Benford's law predicts the distribution of initial digits on numbers in numeric data sets generated in an unbiased and unconstrained fashion. In short, roughly a third of such multi-digit numbers start with a 1, whereas only one twentieth start with a 9. If someone (such as a fraudster) or something (such as a rogue or buggy computer application) has been manipulating or fabricating data, the numbers tend not to have leading digits with the predicted frequencies. Turning that on its head, if we compare the actual against predicted distributions of leading digits in a data set, significant discrepancies probably indicate something strange, and possibly something untoward going on: we would have to dig deeper to determine the real cause.

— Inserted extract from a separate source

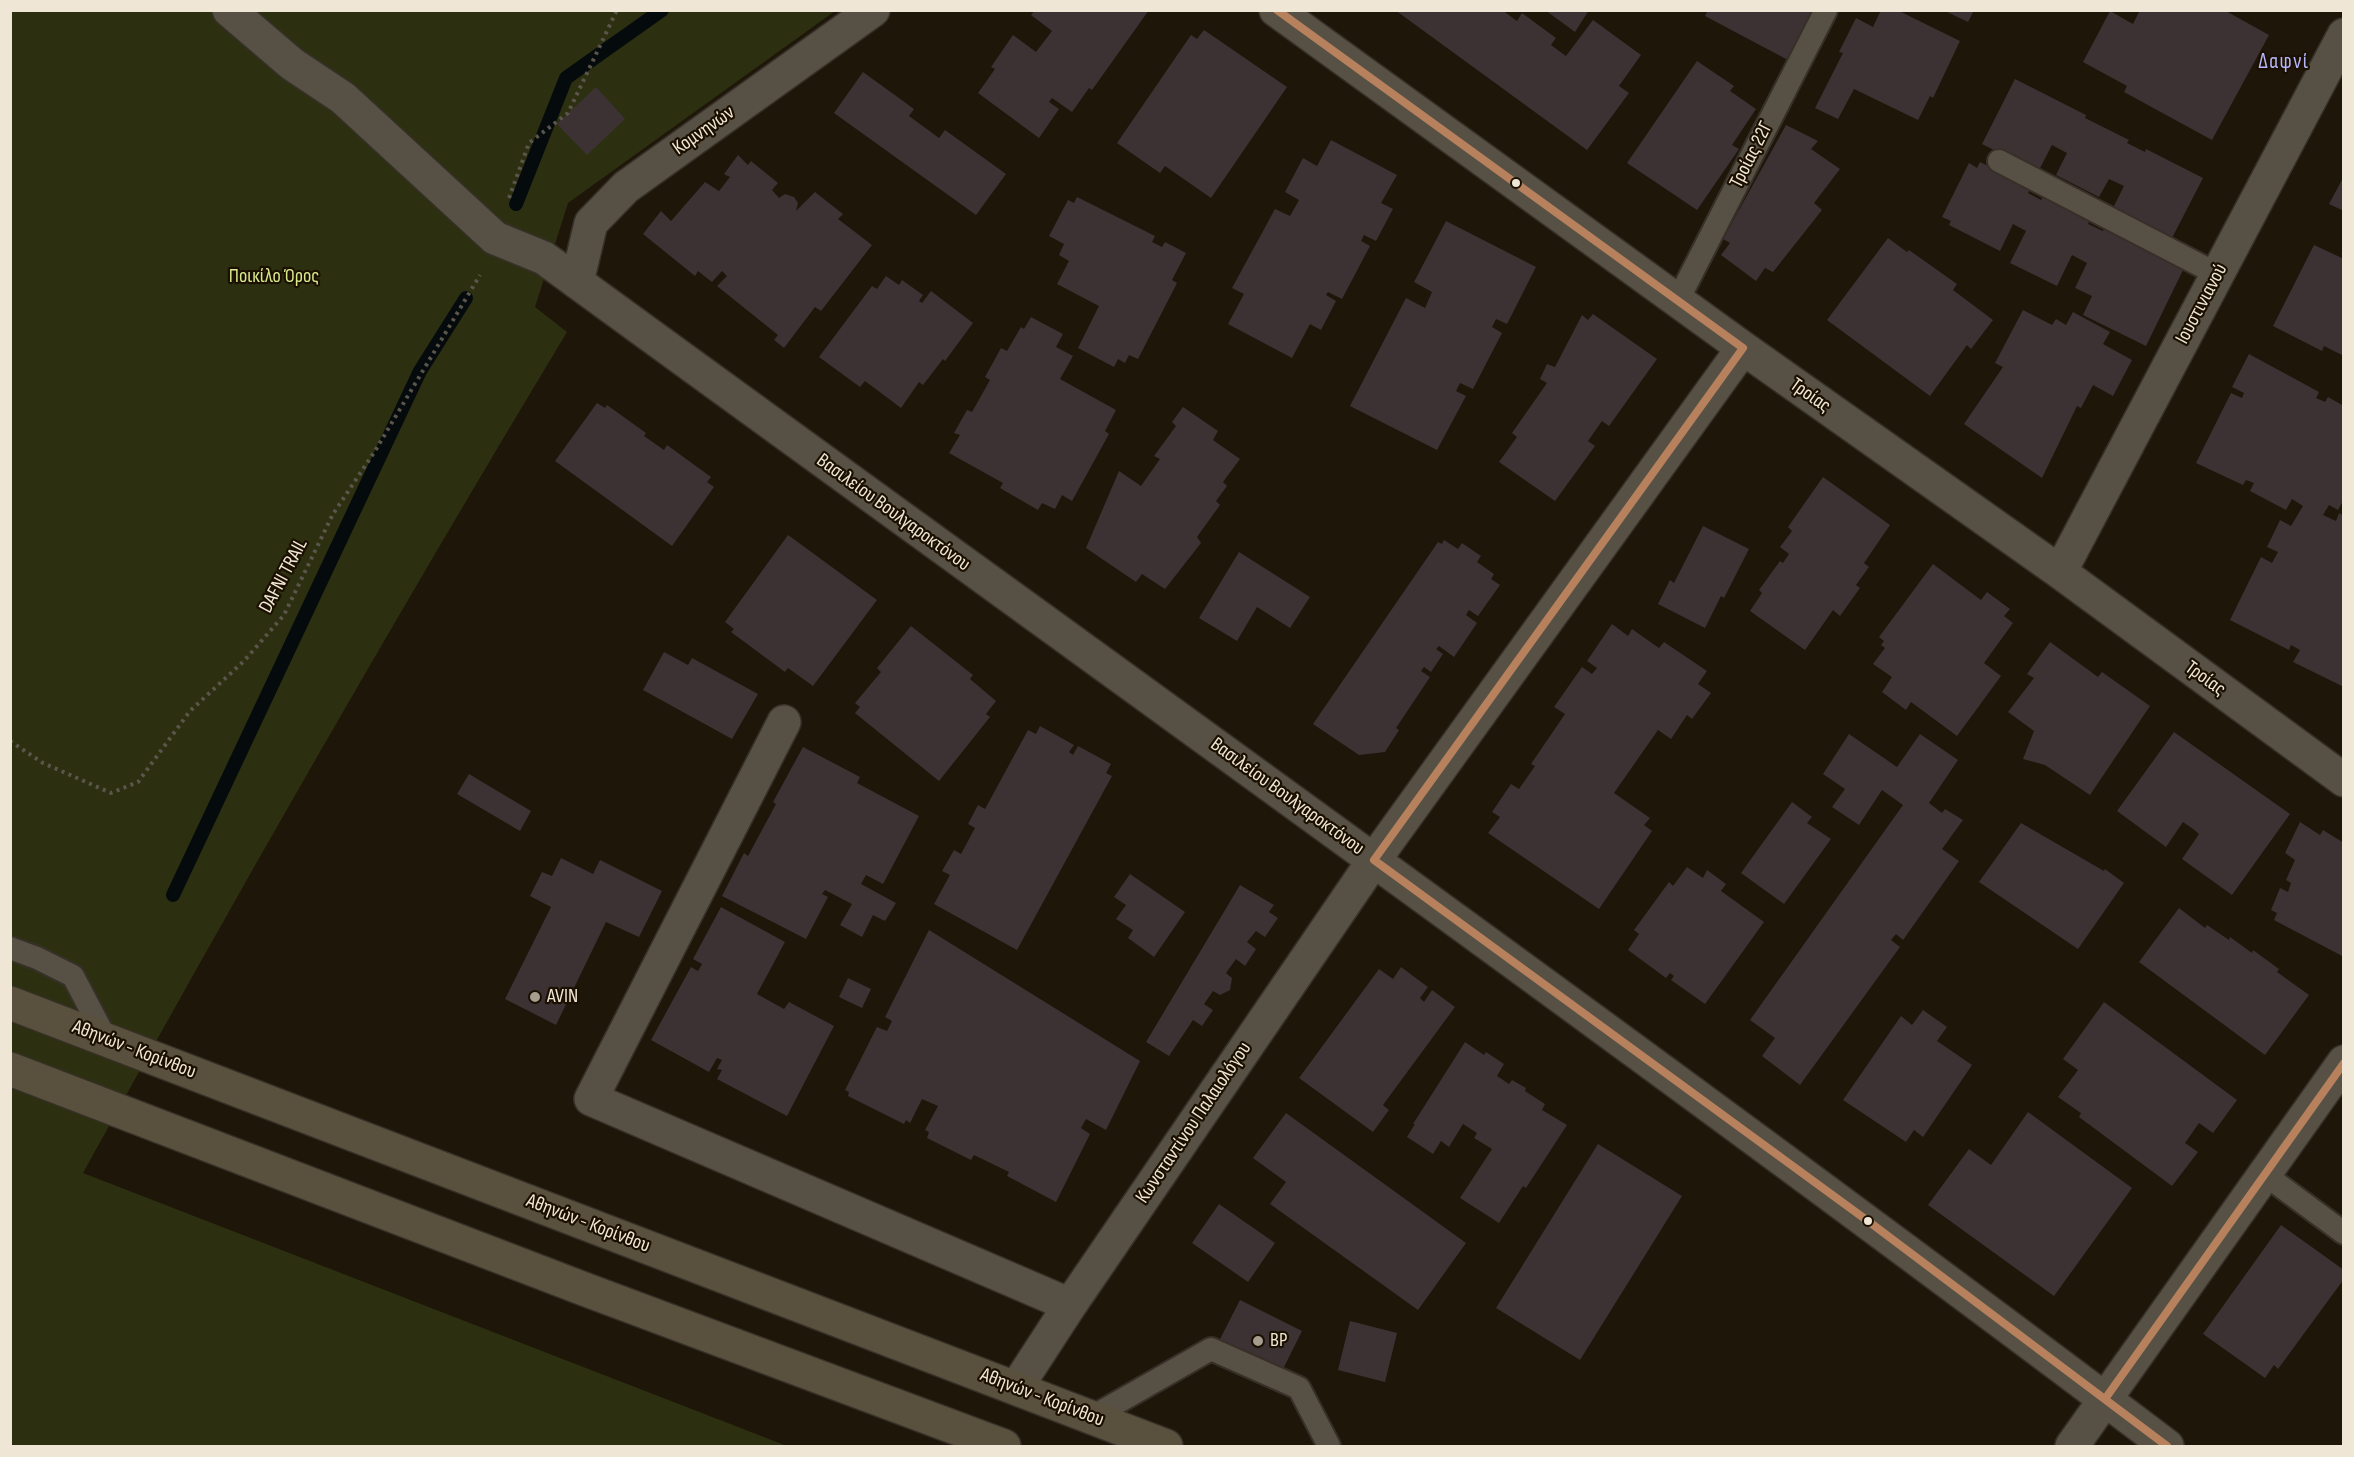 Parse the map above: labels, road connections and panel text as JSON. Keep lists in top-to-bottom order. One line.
{"streets":{"highway":["Αθηνών - Κορίνθου"],"street":["Κομνηνών","Ιουστινιανού","Τροίας","Βασιλείου Βουλγαροκτόνου","Κωνσταντίνου Παλαιολόγου"],"lane":["Τροίας 22Γ"],"path":["DAFNI TRAIL"]},"crossings":[["Κομνηνών","Βασιλείου Βουλγαροκτόνου"],["Τροίας 22Γ","Τροίας"],["Ιουστινιανού","Τροίας"],["Τροίας","Κωνσταντίνου Παλαιολόγου"],["Βασιλείου Βουλγαροκτόνου","DAFNI TRAIL"],["Βασιλείου Βουλγαροκτόνου","Κωνσταντίνου Παλαιολόγου"],["Αθηνών - Κορίνθου","Κωνσταντίνου Παλαιολόγου"]],"districts":["Δαφνί"],"parks":["Ποικίλο Όρος"],"places":["AVIN","BP"]}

P | R | A | G | M | A | T | I | C | Score |
84 | 30 | 53 | 95 | 11 | 98 | 62 | 98 | 23 | 62% |
Benford's law is normally used to analyze data sets for fraud, and as such the metric has some merit as a fraud indicator. However, a data set that complies with Benford's law may have been manipulated by a fraudster clever enough to ensure that his fictitious numbers have the predicted frequencies of initial digits. This is not an altogether unrealistic scenario, since successful fraudsters are indeed clever and manipulative by nature.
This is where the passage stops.